Ce mardi, le Kremlin a déclaré qu'il était prématuré de discuter des "détails concrets" pour résoudre le conflit ukrainien, quelques jours après que le président russe, Vladimir Poutine, a laissé entendre que la guerre pouvait toucher à sa fin.
Les hostilités entre Moscou et Kiev ont repris après une trêve de trois jours, évoquée par le président américain, Donald Trump, ayant pris fin à minuit heure locale mardi. Les deux camps se sont mutuellement accusés de violations de cette trêve.
Dmitri Peskov, porte-parole du Kremlin, a souligné que, malgré des signes d'un rapprochement dans le processus de paix, il était impossible de donner des détails opérationnels à ce stade.
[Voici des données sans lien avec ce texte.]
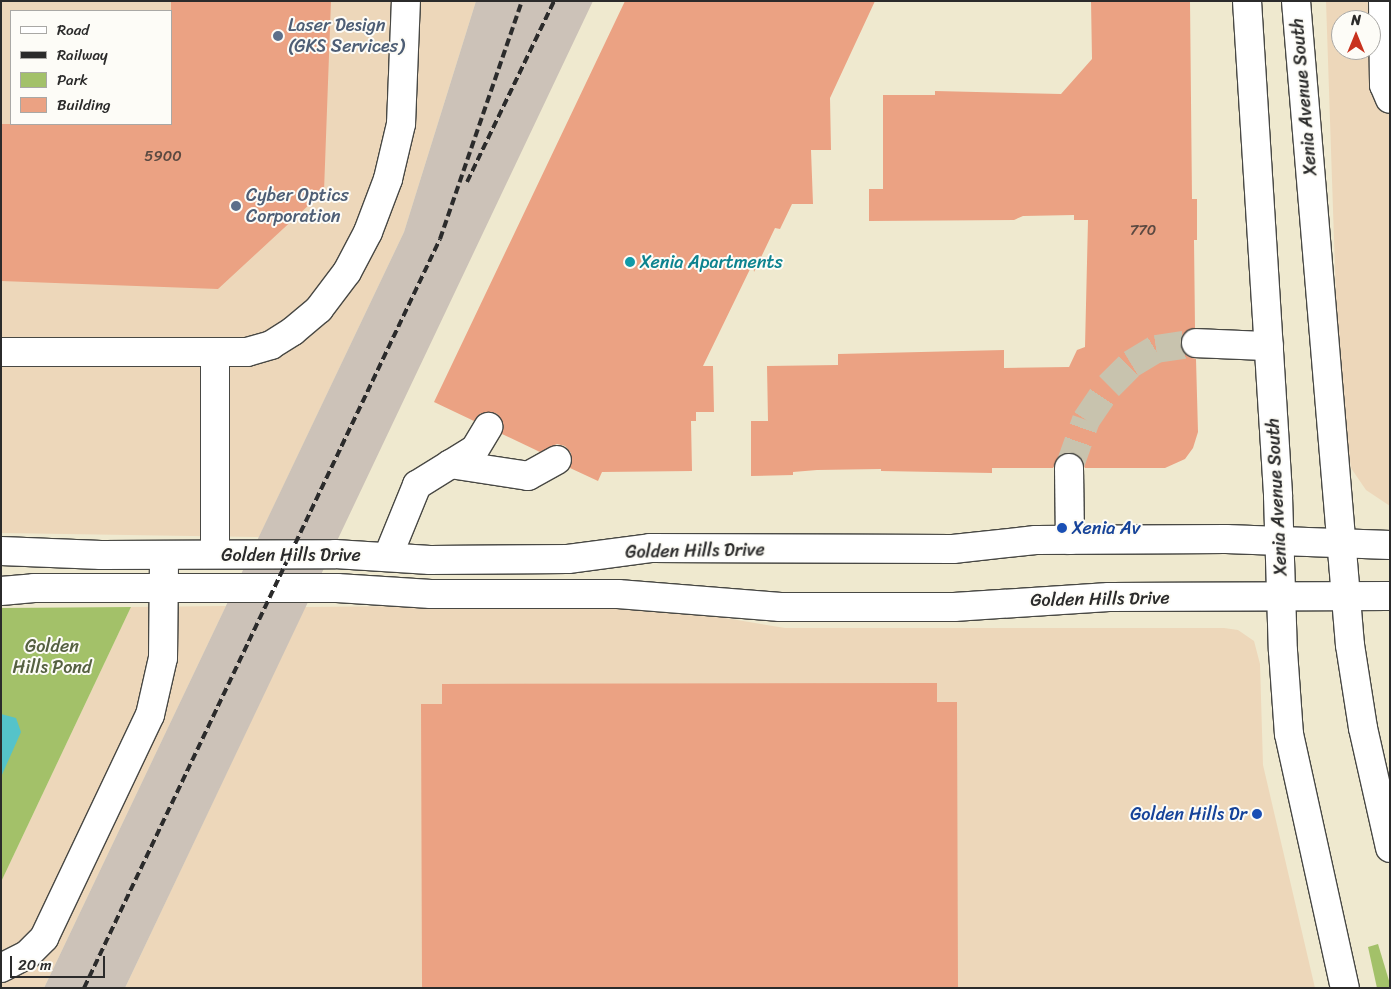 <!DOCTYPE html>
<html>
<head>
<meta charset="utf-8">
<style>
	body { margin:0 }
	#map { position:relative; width:1391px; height:989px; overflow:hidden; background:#efe9cf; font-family:Sriracha,sans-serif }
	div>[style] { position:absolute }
	.built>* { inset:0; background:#edd7ba }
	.industrial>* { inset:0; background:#ccc2b8 }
	.green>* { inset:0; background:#a3c169 }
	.water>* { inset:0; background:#55c3c9 }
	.building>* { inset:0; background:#eba283 }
	.minor-tunnel>* { height:28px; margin-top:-14px; transform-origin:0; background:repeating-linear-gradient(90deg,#c8c3ae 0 28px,transparent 0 42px) }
	.roads { filter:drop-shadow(1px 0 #484844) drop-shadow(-1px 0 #484844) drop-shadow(0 1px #484844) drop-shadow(0 -1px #484844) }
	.minor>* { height:28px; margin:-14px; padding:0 14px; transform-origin:14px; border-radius:14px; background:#fff }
	.rail>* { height:4px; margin-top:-2px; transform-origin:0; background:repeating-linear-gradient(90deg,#2b2b2b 0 8px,transparent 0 12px) }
	.dots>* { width:14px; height:14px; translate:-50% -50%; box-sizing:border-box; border:2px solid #fdfcf7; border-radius:50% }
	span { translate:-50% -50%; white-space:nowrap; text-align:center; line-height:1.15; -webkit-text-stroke:4px #fdfcf7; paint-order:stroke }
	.number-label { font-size:15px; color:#5b4941 }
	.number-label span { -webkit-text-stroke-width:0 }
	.service-label { font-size:18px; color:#4e5e75 }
	.left { translate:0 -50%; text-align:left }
	.street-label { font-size:18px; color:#2b2b2b }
	.culture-label { font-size:18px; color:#0d838f }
	.transit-label { font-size:18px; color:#164399 }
	.right { translate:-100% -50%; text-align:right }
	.park-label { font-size:18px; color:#556041 }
	.frame { position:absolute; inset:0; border:2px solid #2b2b2b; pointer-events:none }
	.legend { position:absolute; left:10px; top:10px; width:162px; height:115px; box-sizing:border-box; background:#fdfcf7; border:1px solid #a9a8a5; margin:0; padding:6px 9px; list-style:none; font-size:15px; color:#2b2b2b }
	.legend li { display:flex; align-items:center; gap:10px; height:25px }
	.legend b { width:25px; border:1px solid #a9a8a5 }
	.north { position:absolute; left:1331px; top:10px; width:50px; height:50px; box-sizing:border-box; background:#fdfcf7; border:1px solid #a9a8a5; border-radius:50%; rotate:0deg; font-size:14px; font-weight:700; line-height:20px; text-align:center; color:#2b2b2b }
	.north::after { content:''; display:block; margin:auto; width:18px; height:22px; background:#c8321e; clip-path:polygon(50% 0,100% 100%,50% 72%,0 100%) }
	.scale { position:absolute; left:10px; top:956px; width:95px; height:22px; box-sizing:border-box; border:2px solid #2b2b2b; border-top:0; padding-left:6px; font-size:15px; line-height:18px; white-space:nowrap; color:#2b2b2b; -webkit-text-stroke:4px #fdfcf7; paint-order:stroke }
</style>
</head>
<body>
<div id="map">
	<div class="built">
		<div style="clip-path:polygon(evenodd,1px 1px,476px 1px,404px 232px,259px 537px,1px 533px,1px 1px,11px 11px,171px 11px,171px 124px,11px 124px,11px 11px)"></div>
		<div style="clip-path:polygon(evenodd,1326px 1px,1390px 1px,1390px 506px,1366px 490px,1351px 468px,1339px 388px,1326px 1px,1341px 20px,1371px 20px,1371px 50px,1341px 50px,1341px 20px)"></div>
		<div style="clip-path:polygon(598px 604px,678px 610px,785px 628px,1224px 628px,1238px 630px,1254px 641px,1260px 664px,1263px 765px,1315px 988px,125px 988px,305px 607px)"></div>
		<div style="clip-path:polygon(226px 606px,44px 988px,1px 988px,1px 882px,131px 607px)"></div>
	</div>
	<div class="industrial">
		<div style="clip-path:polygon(476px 1px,593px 1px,125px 988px,44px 988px,404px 232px)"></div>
	</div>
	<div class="green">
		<div style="clip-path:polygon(131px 607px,1px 882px,1px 608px)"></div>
		<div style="clip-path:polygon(1378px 944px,1390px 984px,1390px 988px,1377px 988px,1368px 947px)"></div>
	</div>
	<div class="water">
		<div style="clip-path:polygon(1px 714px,16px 718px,21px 732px,1px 777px)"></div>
	</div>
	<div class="building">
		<div style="clip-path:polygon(171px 1px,331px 1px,324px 191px,218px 289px,1px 281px,1px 124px,171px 124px)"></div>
		<div style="clip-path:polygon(625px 1px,875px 1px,830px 98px,831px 150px,811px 150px,813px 204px,792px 204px,780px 229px,775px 228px,754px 272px,753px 263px,703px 366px,713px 366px,714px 412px,696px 412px,696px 421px,691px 421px,692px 471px,602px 472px,598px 481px,570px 468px,571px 453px,565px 446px,557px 444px,540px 452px,502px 434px,502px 420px,496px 413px,481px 413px,474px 421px,434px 402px)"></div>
		<div style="clip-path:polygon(1091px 1px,1190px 1px,1192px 199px,1197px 199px,1197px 240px,1194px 240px,1195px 328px,1183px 334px,1180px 343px,1187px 356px,1196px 359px,1198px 432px,1193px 448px,1185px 459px,1165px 468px,1085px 468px,1077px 455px,1068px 452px,1061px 455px,1053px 468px,992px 468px,992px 473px,881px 471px,881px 469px,817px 470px,793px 472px,793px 475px,751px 476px,751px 421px,768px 421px,767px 366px,838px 365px,838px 354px,1004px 350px,1004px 368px,1069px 367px,1077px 350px,1085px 347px,1088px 220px,1074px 220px,1074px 215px,1023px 216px,1014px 220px,869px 221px,869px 189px,883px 189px,883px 95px,935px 95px,935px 91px,1061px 94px,1092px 59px)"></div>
		<div style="clip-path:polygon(937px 683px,937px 702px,957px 702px,958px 988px,422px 988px,421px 704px,442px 704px,442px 684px)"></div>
	</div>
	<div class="minor-tunnel">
		<div style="left:1069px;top:468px;width:51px;rotate:-70.5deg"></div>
		<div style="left:1086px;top:420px;width:41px;rotate:-55.9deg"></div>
		<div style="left:1109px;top:386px;width:31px;rotate:-45deg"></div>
		<div style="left:1131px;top:364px;width:29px;rotate:-31deg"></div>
		<div style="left:1156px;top:349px;width:40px;rotate:-8.5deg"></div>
	</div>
	<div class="roads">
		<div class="minor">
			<div style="left:1247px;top:1px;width:496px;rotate:86.4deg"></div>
			<div style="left:1278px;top:496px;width:155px;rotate:88.2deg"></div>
			<div style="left:1283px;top:651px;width:83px;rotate:85.9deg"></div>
			<div style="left:1289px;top:734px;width:260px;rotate:77.6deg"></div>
			<div style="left:1296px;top:1px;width:646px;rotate:85.21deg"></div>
			<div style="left:1350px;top:645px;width:84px;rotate:81.1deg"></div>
			<div style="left:1363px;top:728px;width:123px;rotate:77.3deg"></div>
			<div style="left:1383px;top:1px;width:84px;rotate:89.3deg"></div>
			<div style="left:1384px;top:85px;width:15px;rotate:67deg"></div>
			<div style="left:1196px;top:343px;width:73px;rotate:2.4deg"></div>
			<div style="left:1px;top:352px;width:246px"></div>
			<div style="left:247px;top:352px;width:25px;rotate:-16deg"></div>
			<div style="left:271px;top:345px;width:26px;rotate:-32deg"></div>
			<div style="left:293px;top:331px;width:34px;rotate:-40deg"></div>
			<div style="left:319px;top:309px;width:46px;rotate:-52.9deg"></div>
			<div style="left:347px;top:272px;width:45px;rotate:-62.3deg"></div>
			<div style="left:368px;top:232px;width:57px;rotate:-69.3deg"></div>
			<div style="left:388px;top:179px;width:57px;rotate:-76.7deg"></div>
			<div style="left:401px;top:124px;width:123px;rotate:-87.7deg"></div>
			<div style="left:215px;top:352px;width:202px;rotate:90deg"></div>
			<div style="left:450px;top:464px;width:79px;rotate:8.7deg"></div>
			<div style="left:528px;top:476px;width:33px;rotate:-29deg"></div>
			<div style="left:1069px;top:468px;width:72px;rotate:89.2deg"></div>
			<div style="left:1px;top:551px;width:100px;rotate:2.3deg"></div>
			<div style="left:101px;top:555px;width:234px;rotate:-0.2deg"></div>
			<div style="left:335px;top:554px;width:95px;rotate:3.6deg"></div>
			<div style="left:430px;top:560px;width:138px;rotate:-0.4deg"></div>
			<div style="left:568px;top:559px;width:83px;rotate:-7.6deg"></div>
			<div style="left:650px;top:548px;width:303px;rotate:0.2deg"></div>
			<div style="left:953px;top:549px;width:83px;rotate:-6.2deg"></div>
			<div style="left:1036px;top:540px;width:190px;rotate:-0.3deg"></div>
			<div style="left:1226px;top:539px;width:164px;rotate:2.1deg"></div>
			<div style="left:388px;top:556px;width:77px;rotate:-67.8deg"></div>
			<div style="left:417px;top:485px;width:68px;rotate:-31.8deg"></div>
			<div style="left:475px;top:449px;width:26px;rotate:-59deg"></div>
			<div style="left:1px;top:591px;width:33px;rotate:-5deg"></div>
			<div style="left:34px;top:588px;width:303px"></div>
			<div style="left:337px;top:588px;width:94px;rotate:3.7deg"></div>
			<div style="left:431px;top:594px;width:187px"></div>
			<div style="left:618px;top:594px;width:163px;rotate:4.6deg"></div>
			<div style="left:780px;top:607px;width:174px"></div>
			<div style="left:954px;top:607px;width:155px;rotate:-3.7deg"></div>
			<div style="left:1109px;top:597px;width:281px;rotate:-0.2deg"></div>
			<div style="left:1px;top:968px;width:30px;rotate:-27deg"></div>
			<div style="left:28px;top:954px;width:23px;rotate:-45deg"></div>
			<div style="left:44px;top:938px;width:247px;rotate:-64.6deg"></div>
			<div style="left:150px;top:715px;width:58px;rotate:-77.2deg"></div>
			<div style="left:163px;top:658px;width:89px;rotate:-89.4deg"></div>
		</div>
	</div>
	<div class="rail">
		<div style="left:467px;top:182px;width:201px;rotate:-64.3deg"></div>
		<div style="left:84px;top:988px;width:829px;rotate:-64.58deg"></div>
		<div style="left:440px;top:239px;width:252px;rotate:-71deg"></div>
	</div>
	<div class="dots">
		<div style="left:278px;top:36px;background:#5c6f8a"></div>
		<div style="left:236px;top:206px;background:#5c6f8a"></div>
		<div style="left:630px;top:262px;background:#0f9aa8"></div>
		<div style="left:1062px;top:528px;background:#1a4fb4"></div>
		<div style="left:1257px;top:814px;background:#1a4fb4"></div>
	</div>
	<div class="number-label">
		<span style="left:163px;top:157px">5900</span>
		<span style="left:1143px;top:231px">770</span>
	</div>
	<div class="service-label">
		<span class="left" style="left:288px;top:36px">Laser Design<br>(GKS Services)</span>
		<span class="left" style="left:246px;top:206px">Cyber Optics<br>Corporation</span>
	</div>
	<div class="street-label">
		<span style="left:1304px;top:97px;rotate:-95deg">Xenia Avenue South</span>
		<span style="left:1277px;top:497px;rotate:-93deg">Xenia Avenue South</span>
		<span style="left:695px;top:551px;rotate:-1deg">Golden Hills Drive</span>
		<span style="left:291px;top:555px">Golden Hills Drive</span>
		<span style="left:1100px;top:599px;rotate:-1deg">Golden Hills Drive</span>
	</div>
	<div class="culture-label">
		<span class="left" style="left:640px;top:262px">Xenia Apartments</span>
	</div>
	<div class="transit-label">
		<span class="left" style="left:1072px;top:528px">Xenia Av</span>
		<span class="right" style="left:1247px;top:814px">Golden Hills Dr</span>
	</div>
	<div class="park-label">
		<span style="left:52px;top:657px">Golden<br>Hills Pond</span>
	</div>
	<div class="frame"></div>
	<ul class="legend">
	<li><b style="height:6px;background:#fff"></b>Road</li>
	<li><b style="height:6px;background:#2b2b2b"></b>Railway</li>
	<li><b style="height:14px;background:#a3c169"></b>Park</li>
	<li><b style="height:14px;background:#eba283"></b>Building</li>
	</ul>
	<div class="north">N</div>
	<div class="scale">20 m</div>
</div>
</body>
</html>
Cette déclaration fait suite aux propos surprenants de Poutine, qui avait noté que le conflit "touche à sa fin", au cours d'une conférence marquant les célébrations de la victoire soviétique sur l'Allemagne nazie.
Alors qu'il s'exprimait sur la place Rouge, Poutine a également critiqué le soutien militaire occidental à l'Ukraine, n'élaborant toutefois pas davantage sur ses commentaires.
Les négociations de paix entre les deux nations, sous l'égide des États-Unis, sont en pause depuis le début des tensions au Moyen-Orient fin février. "Le président a affirmé que la Russie est ouverte aux échanges et qu'elle appréciera les efforts futurs des États-Unis pour réengager ce dialogue", a précisé Peskov.
En dépit de ces déclarations d'ouverture, Peskov a affirmé que l'offensive russe pourrait prendre fin "à tout moment" si le régime de Kiev faisait les concessions nécessaires, y compris un retrait total des territoires du Donbass.
La situation sur le terrain reste tendue, avec une alerte aérienne déclenchée à Kiev pour la première fois depuis le 8 mai, signalant des menaces de drones. Des débris ont causé un incendie dans un immeuble, bien que le maire de la ville, Vitali Klitschko, ait rapporté l'absence de victimes.
De son côté, le président ukrainien, Volodymyr Zelensky, a blâmé la Russie pour avoir relancé des attaques en utilisant 200 drones durant la nuit. "Nous avons averti que nous réagirions face aux actions russes", a-t-il écrit sur les réseaux sociaux.
Les violentes frappes effectuées dans l'est de l'Ukraine ont, quant à elles, causé au moins un mort et plusieurs blessés. Le gouverneur de la région de Dnipropetrovsk a déploré l'impact de ces bombardements sur des infrastructures civiles, en voie de dégradation.
Enfin, le ministère russe de la Défense a affirmé avoir abattu 27 drones ukrainiens au cours de la nuit, intensifiant encore les tensions dans ce conflit qui perdure depuis trop longtemps.